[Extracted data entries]
[Start of section]

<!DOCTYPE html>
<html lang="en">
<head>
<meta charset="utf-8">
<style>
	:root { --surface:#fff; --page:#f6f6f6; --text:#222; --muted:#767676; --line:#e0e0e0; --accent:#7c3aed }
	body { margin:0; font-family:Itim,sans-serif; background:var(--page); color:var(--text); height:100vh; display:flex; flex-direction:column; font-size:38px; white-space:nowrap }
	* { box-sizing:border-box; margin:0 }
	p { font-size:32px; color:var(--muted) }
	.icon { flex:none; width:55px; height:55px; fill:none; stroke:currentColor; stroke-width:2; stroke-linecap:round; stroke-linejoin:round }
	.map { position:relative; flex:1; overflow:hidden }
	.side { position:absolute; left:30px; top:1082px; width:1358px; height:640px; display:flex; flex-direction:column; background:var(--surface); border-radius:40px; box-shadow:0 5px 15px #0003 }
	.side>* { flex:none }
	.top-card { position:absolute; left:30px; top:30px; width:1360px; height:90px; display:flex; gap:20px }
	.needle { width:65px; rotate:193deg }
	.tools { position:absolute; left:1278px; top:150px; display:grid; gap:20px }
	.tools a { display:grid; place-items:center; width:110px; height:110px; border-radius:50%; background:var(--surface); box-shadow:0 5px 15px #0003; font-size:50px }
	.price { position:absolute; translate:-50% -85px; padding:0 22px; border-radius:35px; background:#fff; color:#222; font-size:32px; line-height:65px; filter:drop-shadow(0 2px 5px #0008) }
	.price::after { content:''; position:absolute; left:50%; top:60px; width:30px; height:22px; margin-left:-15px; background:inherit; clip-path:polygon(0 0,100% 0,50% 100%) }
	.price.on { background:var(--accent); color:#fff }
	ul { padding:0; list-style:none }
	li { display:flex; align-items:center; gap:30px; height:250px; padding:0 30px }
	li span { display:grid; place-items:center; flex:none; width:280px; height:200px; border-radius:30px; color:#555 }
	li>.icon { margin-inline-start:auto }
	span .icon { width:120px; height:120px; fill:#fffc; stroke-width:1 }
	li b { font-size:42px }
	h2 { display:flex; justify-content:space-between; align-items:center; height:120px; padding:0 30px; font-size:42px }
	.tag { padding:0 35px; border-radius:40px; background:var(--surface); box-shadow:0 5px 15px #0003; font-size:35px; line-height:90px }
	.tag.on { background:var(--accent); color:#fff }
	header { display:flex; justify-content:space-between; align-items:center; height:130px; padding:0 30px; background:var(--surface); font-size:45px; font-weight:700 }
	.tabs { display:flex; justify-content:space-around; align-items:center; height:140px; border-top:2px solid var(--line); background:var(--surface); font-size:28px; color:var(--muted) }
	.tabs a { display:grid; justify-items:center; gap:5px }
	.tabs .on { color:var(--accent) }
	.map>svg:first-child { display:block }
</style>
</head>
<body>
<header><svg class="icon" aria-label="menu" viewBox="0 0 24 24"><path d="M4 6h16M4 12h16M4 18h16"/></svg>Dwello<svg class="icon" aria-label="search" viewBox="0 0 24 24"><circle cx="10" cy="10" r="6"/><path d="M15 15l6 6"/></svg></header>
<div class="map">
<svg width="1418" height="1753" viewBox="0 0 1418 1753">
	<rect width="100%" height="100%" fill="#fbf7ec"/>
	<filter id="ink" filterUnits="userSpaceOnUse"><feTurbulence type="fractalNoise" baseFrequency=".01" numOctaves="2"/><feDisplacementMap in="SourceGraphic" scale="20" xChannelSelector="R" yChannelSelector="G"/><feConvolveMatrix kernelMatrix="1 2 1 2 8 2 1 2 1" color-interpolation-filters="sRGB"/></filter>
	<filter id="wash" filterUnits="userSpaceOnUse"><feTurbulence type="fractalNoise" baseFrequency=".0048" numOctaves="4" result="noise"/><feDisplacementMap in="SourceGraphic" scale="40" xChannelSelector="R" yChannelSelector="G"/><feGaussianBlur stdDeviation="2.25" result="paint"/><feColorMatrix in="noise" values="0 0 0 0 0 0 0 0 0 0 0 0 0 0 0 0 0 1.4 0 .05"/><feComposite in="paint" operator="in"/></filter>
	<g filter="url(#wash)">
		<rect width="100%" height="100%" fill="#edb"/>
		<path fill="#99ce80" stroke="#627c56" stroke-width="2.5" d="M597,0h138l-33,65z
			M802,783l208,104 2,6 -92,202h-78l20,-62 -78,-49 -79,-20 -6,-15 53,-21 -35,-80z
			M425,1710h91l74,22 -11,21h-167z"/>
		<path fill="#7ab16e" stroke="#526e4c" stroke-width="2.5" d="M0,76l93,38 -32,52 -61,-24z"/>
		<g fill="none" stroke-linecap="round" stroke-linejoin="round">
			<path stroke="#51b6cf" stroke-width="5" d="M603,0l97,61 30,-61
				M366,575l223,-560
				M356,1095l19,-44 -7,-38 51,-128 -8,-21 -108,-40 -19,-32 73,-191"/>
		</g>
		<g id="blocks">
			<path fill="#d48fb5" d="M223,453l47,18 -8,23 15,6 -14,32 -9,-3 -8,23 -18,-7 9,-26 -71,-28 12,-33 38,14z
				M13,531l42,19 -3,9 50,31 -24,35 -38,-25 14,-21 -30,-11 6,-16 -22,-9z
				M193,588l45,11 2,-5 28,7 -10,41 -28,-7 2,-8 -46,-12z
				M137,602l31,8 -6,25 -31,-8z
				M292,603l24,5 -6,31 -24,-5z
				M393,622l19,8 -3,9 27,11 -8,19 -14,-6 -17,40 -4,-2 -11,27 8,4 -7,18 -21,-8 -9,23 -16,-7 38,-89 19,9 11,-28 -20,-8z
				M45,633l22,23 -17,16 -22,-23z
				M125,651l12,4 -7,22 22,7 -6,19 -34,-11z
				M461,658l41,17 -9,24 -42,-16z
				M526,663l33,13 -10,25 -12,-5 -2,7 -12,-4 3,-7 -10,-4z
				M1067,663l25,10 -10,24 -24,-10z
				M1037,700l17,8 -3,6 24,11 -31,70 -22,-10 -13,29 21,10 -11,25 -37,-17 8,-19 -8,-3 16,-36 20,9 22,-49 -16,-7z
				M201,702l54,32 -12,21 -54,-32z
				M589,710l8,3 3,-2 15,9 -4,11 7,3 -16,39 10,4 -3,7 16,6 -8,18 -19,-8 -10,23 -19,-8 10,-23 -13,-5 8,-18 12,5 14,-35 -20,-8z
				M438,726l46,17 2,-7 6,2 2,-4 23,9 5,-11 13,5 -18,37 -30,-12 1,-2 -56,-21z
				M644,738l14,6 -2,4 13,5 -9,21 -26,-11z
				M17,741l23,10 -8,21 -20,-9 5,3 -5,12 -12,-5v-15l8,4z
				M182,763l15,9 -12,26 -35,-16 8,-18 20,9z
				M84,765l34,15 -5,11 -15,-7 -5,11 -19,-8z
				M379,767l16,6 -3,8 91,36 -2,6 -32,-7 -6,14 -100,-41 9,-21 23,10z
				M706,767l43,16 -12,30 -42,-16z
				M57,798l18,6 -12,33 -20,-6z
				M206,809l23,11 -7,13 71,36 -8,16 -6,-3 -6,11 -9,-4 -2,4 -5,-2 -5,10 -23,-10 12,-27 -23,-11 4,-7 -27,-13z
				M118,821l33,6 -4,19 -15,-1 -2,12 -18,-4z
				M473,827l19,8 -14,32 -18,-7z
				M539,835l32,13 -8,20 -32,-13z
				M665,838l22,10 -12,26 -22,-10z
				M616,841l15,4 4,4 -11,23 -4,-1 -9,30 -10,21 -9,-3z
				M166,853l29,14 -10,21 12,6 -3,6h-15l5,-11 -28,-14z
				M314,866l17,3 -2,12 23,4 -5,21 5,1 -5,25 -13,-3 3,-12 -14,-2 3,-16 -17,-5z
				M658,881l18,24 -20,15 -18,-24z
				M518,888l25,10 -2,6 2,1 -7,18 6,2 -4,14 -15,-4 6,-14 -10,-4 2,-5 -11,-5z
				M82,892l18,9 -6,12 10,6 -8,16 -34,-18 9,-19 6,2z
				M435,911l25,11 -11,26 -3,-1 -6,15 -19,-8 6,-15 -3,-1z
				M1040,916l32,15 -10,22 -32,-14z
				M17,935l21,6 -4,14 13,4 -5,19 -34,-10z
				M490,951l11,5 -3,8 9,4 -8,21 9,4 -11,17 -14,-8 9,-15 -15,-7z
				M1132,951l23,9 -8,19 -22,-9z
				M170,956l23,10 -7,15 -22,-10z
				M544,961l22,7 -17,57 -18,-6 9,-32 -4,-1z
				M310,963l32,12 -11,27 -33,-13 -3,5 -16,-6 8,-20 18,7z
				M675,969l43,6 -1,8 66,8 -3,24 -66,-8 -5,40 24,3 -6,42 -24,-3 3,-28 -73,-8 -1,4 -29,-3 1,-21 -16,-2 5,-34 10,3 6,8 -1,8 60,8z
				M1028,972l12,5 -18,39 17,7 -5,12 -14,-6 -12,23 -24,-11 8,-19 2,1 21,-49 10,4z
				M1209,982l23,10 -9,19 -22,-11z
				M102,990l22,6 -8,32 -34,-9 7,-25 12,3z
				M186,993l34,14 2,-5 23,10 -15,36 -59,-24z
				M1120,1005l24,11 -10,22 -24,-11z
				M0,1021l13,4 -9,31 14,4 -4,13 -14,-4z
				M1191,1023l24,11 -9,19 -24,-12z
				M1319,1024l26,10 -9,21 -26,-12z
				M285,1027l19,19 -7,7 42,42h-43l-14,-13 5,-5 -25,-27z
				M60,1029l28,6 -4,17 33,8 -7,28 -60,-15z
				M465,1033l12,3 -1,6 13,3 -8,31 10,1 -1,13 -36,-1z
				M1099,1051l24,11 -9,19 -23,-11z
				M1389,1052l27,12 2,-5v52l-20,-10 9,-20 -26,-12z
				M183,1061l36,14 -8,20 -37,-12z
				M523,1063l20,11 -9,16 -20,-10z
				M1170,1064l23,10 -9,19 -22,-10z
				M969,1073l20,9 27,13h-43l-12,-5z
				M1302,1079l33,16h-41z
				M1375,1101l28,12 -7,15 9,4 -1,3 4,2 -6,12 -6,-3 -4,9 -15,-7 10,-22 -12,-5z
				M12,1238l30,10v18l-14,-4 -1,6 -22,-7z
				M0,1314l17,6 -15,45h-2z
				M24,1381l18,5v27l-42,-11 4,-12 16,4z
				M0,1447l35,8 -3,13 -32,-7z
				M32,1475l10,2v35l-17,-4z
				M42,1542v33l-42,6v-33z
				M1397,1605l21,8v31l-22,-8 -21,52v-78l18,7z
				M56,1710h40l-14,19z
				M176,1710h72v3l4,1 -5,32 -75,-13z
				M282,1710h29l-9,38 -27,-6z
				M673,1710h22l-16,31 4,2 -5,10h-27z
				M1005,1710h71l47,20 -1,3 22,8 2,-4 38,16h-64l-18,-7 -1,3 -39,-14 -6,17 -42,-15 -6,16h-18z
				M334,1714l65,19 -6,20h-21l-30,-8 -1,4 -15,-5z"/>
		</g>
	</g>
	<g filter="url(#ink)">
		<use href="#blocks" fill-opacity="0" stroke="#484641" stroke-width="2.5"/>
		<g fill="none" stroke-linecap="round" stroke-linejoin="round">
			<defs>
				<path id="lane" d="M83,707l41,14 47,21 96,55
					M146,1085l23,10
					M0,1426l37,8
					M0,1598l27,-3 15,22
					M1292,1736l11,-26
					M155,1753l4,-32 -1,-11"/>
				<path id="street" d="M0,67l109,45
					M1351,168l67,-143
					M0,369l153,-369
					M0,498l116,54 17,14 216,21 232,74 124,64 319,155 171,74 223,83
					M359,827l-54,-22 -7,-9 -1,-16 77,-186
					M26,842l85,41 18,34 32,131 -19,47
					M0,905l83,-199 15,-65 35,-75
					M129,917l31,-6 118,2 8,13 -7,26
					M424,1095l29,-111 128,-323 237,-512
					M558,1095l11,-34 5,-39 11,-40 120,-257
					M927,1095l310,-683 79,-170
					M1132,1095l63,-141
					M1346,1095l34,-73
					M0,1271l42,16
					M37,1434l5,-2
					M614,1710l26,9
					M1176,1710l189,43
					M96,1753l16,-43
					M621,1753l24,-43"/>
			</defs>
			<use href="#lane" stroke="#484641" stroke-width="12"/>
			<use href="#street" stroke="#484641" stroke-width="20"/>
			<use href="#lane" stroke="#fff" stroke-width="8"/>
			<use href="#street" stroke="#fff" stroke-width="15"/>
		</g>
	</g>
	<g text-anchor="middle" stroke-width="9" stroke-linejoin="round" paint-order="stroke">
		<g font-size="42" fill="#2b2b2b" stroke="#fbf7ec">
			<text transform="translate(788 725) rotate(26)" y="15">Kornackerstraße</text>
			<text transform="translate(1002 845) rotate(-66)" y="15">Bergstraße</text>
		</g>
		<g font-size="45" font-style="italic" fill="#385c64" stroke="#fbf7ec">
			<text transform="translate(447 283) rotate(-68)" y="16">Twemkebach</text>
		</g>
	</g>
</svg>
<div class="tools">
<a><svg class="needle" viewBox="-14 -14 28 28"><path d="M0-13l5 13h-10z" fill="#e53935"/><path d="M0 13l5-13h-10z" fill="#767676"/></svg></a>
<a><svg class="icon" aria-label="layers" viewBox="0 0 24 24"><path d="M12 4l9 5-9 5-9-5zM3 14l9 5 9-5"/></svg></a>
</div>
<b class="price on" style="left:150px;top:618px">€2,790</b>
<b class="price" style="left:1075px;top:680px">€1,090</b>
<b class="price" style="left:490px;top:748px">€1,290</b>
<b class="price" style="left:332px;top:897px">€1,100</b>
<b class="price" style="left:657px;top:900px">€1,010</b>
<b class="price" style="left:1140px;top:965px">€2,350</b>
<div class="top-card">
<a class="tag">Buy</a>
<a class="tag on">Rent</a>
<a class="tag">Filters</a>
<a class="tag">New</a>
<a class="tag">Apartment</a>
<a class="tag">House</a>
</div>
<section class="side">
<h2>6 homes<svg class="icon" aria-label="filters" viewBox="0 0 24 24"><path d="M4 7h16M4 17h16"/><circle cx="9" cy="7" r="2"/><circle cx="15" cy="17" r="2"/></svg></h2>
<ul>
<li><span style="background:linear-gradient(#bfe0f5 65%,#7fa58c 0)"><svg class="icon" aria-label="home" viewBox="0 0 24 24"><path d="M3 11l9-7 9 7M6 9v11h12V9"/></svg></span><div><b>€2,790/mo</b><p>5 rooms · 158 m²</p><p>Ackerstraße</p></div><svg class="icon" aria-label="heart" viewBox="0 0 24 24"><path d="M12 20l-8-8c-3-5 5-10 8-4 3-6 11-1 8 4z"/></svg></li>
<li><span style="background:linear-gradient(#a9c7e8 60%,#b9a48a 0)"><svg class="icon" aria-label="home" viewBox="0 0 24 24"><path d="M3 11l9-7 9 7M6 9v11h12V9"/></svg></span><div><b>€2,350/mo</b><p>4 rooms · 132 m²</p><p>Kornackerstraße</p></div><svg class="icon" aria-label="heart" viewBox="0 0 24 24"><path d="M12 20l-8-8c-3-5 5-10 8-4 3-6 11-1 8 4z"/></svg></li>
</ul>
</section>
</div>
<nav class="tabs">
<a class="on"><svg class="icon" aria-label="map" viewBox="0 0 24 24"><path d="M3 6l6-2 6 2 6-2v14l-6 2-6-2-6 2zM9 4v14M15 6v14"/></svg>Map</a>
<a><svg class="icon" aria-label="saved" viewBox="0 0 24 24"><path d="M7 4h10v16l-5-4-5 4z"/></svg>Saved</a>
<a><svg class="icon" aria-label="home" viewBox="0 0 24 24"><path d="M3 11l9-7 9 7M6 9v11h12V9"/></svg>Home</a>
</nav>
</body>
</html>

[End of section]

# WHAT TO DO:
In the entries above, copy each line that contains the string "absolute".

# SOLUTION TO THIS EXERCISE:
	.side { position:absolute; left:30px; top:1082px; width:1358px; height:640px; display:flex; flex-direction:column; background:var(--surface); border-radius:40px; box-shadow:0 5px 15px #0003 }
	.top-card { position:absolute; left:30px; top:30px; width:1360px; height:90px; display:flex; gap:20px }
	.tools { position:absolute; left:1278px; top:150px; display:grid; gap:20px }
	.price { position:absolute; translate:-50% -85px; padding:0 22px; border-radius:35px; background:#fff; color:#222; font-size:32px; line-height:65px; filter:drop-shadow(0 2px 5px #0008) }
	.price::after { content:''; position:absolute; left:50%; top:60px; width:30px; height:22px; margin-left:-15px; background:inherit; clip-path:polygon(0 0,100% 0,50% 100%) }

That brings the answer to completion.